Не скрывая своего возмущения («О, словоблуды! Реки крови, море слез, а им все нипочем» [56, VI, 330]), И. А. Бунин с резкой критикой обрушивается на собратьев по цеху, «соблазнившихся» «красной идеей» и нашедших ей мистико-метафизическое оправдание. Впрочем, и сам писатель, встревоженный событиями в России, на всем пространстве которой «вдруг оборвалась громадная, веками налаженная жизнь и воцарилось какое-то недоуменное существование» [56, VI, 346], станет осмыслять все происходящее сквозь духовно-религиозную призму и точно так же, как А. А. Блок и М. А. Волошин, будет апеллировать к Библии, только в Священном Писании найдет не оправдание, а осуждение революции, не «возмездие» царскому режиму, а «окаянные дни», посланные русскому народу за его грехи. На исходе ХХ столетия, размышляя о трагической судьбе России, в этом будет абсолютно убежден А. И. Солженицын: «Смута послана нам за то, что народ Бога забыл», «теперь мы видим, что весь ХХ век есть растянутая на мiр та же революция. Это должно было грянуть над всем обезбожевшим человечеством. Это имело всепланетный смысл, если не космический» [215, I, 502].

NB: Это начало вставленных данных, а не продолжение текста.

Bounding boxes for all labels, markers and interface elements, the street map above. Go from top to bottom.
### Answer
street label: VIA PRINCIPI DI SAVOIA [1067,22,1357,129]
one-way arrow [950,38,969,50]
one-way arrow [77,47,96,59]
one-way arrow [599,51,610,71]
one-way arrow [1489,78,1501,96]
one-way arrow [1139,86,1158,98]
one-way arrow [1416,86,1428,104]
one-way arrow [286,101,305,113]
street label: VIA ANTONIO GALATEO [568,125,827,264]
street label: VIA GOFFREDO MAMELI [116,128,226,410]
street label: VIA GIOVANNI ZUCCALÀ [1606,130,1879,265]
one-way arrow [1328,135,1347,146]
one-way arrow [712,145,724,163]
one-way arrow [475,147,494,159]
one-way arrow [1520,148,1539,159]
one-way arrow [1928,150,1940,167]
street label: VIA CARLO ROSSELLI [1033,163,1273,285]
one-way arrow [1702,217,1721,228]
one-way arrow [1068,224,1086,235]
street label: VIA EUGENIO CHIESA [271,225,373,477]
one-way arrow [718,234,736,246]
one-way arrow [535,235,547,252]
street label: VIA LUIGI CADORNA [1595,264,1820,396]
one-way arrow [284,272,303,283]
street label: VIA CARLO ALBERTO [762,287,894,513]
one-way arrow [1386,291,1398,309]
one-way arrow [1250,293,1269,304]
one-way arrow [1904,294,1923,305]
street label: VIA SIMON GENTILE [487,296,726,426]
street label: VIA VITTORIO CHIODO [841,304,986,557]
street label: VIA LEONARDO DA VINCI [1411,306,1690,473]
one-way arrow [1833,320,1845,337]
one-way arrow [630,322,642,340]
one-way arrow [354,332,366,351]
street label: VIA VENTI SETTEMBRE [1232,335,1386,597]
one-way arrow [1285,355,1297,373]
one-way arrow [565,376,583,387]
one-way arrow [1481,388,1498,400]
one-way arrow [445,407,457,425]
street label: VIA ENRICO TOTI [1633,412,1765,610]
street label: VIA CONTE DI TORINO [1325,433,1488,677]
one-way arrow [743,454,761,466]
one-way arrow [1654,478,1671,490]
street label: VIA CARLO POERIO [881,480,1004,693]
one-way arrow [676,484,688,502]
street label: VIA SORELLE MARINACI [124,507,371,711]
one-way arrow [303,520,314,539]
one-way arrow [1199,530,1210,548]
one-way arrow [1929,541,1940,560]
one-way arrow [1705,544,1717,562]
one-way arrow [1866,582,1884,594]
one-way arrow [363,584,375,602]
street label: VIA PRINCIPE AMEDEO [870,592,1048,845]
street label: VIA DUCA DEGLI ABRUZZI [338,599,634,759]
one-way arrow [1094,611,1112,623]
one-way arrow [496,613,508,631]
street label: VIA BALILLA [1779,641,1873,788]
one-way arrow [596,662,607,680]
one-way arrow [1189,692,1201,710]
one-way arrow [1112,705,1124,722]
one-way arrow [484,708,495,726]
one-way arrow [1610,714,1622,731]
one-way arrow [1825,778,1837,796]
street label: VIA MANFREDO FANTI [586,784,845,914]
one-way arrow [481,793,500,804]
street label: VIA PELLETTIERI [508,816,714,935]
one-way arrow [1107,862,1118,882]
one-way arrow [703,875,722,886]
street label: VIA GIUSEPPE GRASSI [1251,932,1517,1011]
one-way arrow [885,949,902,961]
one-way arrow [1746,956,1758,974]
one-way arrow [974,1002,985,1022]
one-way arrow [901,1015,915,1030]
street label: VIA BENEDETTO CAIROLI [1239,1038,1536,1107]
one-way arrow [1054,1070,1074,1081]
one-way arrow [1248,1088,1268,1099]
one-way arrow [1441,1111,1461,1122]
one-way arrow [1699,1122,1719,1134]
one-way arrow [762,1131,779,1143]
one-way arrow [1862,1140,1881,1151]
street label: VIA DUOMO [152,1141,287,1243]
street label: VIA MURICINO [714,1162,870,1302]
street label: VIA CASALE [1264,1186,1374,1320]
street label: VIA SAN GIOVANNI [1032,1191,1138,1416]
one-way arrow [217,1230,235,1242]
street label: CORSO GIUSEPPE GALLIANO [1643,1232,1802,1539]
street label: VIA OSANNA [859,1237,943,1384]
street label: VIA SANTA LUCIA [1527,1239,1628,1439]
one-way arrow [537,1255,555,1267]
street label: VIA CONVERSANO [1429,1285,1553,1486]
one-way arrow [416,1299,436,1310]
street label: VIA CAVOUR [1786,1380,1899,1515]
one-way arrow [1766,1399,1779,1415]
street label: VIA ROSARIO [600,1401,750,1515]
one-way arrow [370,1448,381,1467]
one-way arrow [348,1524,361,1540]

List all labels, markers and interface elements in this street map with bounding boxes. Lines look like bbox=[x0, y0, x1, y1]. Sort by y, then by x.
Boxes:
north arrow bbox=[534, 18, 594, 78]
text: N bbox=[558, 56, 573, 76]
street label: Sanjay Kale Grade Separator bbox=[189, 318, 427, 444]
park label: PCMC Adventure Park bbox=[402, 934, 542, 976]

И. А. Бунину довелось оказаться свидетелем и даже невольным участником мистериального действа, разворачивающегося во вселенском масштабе, под названием «русская революция». В сознании писателя, наблюдавшего сначала в Москве, а затем в Одессе за необратимыми социально-политическими изменениями в государственном устройстве, начали невольно рождаться ассоциации с библейской книгой Бытия, повествующей о «сотворении мира». На глазах у изумленного от ужаса художника, впавшего, по воспоминаниям В. Н. Муромцевой-Буниной, в Одессе в состояние непрекращающейся тревоги («снова окаменел, чувствуя отчаяние» [57, 196]), восставшие пролетарии-богоборцы, бросая вызов Создателю, дерзнули «из ничего» построить целый мир. И. А. Бунин попытался даже запечатлеть «дни творения» большевиками «новой жизни», делая в своем дневнике беглые записи увиденного и услышанного, отмечая в хронологическом порядке наиболее важные общественные и культурные события, фиксируя конкретные бытовые факты и давая им свой комментарий.
Революционеры-«демиурги», подобно Богу, в самом начале ветхозаветной истории отделившему свет от тьмы (Быт. 1, 4), считали тьму настоящего (тотальные разрушения, «оргии смерти») естественным предвестием «светлого будущего», «которое будто бы должно родиться именно из этого дьявольского мрака» [56, VI, 327]. Писателю представлялось немыслимым и абсурдным рождение бытия из небытия, жизни из смерти, мира из войны.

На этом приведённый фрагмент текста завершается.